Partitioning Algorithms: Basic Concept

  • Partitioning method: Partitioning a database D of n objects into a set of k clusters, such that the sum of squared distances is minimized (where ci is the centroid or medoid of cluster Ci)

\[E=\sum_{i=1}^{k}\sum_{p\epsilon C_{i}}(d(p,c_{i}))^{2}\]

  • Given k, find a partition of k clusters that optimizes the chosen partitioning criterion
    • Global optimal: exhaustively enumerate all partitions
    • Heuristic methods: k-means and k-medoids algorithms
    • k-means (MacQueen’67, Lloyd’57/’82): Each cluster is represented by the center of the cluster
    • k-medoids or PAM (Partition around medoids) (Kaufman & Rousseeuw’87): Each cluster is represented by one of the objects in the cluster

The K-Means Clustering Method

  • Given k, the k-means algorithm is implemented in four steps:
    • Partition objects into k nonempty subsets
    • Compute seed points as the centroids of the clusters of the current partitioning (the centroid is the center, i.e., mean point, of the cluster)
    • Assign each object to the cluster with the nearest seed point
    • Go back to Step 2, stop when the assignment does not change

An Example of K-Means Clustering

Comments on the K-Means Method

  • Strength: Efficient: O(tkn), where n is # objects, k is # clusters, and t is # iterations.
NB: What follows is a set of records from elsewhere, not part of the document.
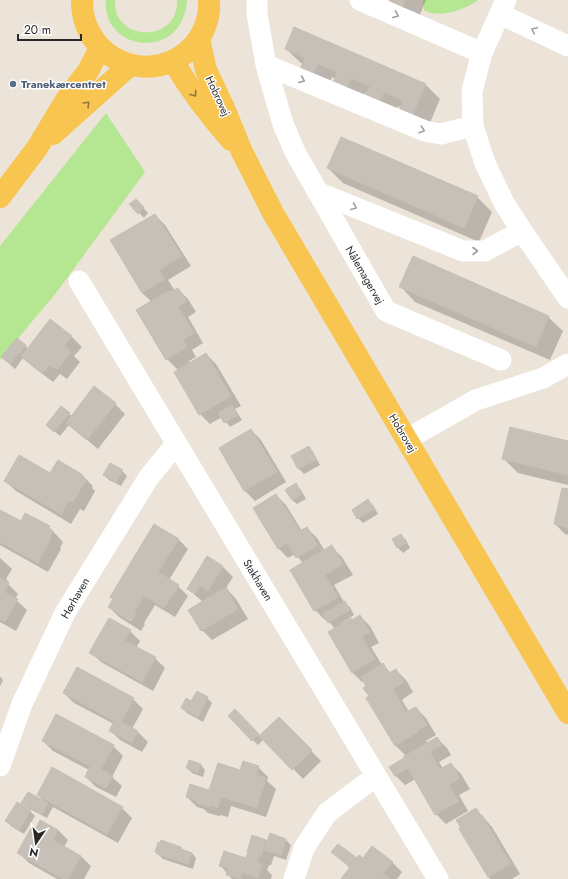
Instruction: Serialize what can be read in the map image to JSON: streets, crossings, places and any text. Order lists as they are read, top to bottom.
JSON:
{
  "streets": {
    "main road": ["Hobrovej"],
    "street": ["Nålemagervej", "Stakhaven", "Hørhaven"]
  },
  "crossings": [
    ["Stakhaven", "Hørhaven"]
  ],
  "places": ["Tranekærcentret"],
  "scale_bar": "20 m",
  "north": "bottom"
}
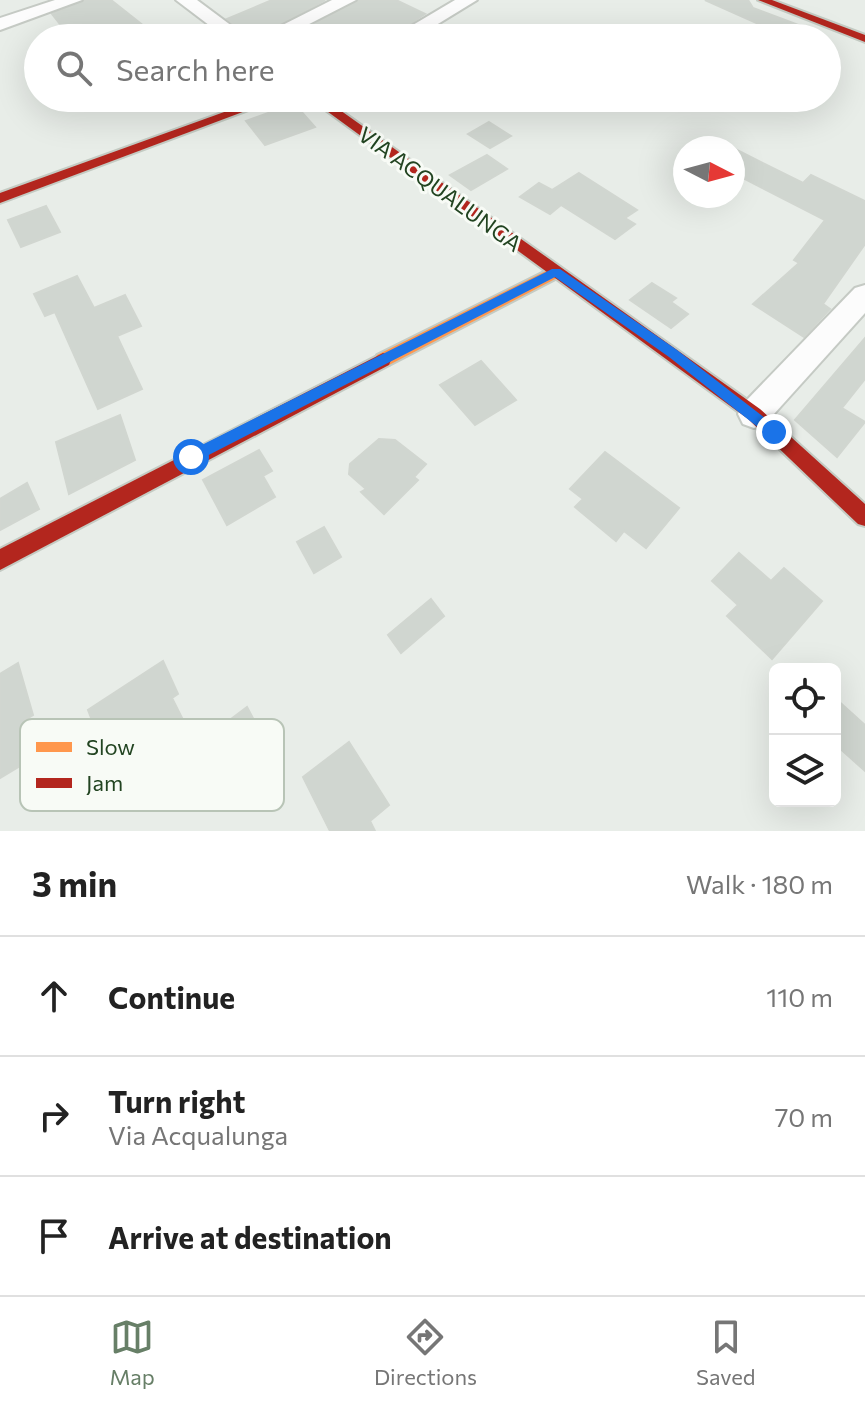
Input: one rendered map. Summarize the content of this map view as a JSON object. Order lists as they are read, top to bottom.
{
  "streets": {
    "street": ["VIA ACQUALUNGA"]
  },
  "legend": ["Slow", "Jam"],
  "north": "right",
  "page": {
    "search": "Search here",
    "heading": ["3 min", "Walk · 180 m"],
    "list": [
      ["Continue", "110 m"],
      ["Turn right", "Via Acqualunga", "70 m"],
      "Arrive at destination"
    ],
    "nav": ["Map", "Directions", "Saved"]
  }
}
Normally, k, t << n.
      • Comparing: 

\[PAM: O(k(n-k)^{2}), CLARA: O(ks^{2} + k(n-k))\]

  • Comment: Often terminates at a local optimal
  • Weakness
    • Applicable only to objects in a continuous n-dimensional space
      • Using the k-modes method for categorical data
      • In comparison, k-medoids can be applied to a wide range of data
    • Need to specify k, the number of clusters, in advance (there are ways to automatically determine the best k (see Hastie et al., 2009)
    • Sensitive to noisy data and outliers
    • Not suitable to discover clusters with non-convex shapes

Variations of the K-Means Method

  • Most of the variants of the k-means which differ in
    • Selection of the initial k means
    • Dissimilarity calculations
    • Strategies to calculate cluster means
  • Handling categorical data: k-modes
    • Replacing means of clusters with modes
    • Using new dissimilarity measures to deal with categorical objects
    • Using a frequency-based method to update modes of clusters
    • A mixture of categorical and numerical data: k-prototype method

What Is the Problem of the K-Means Method?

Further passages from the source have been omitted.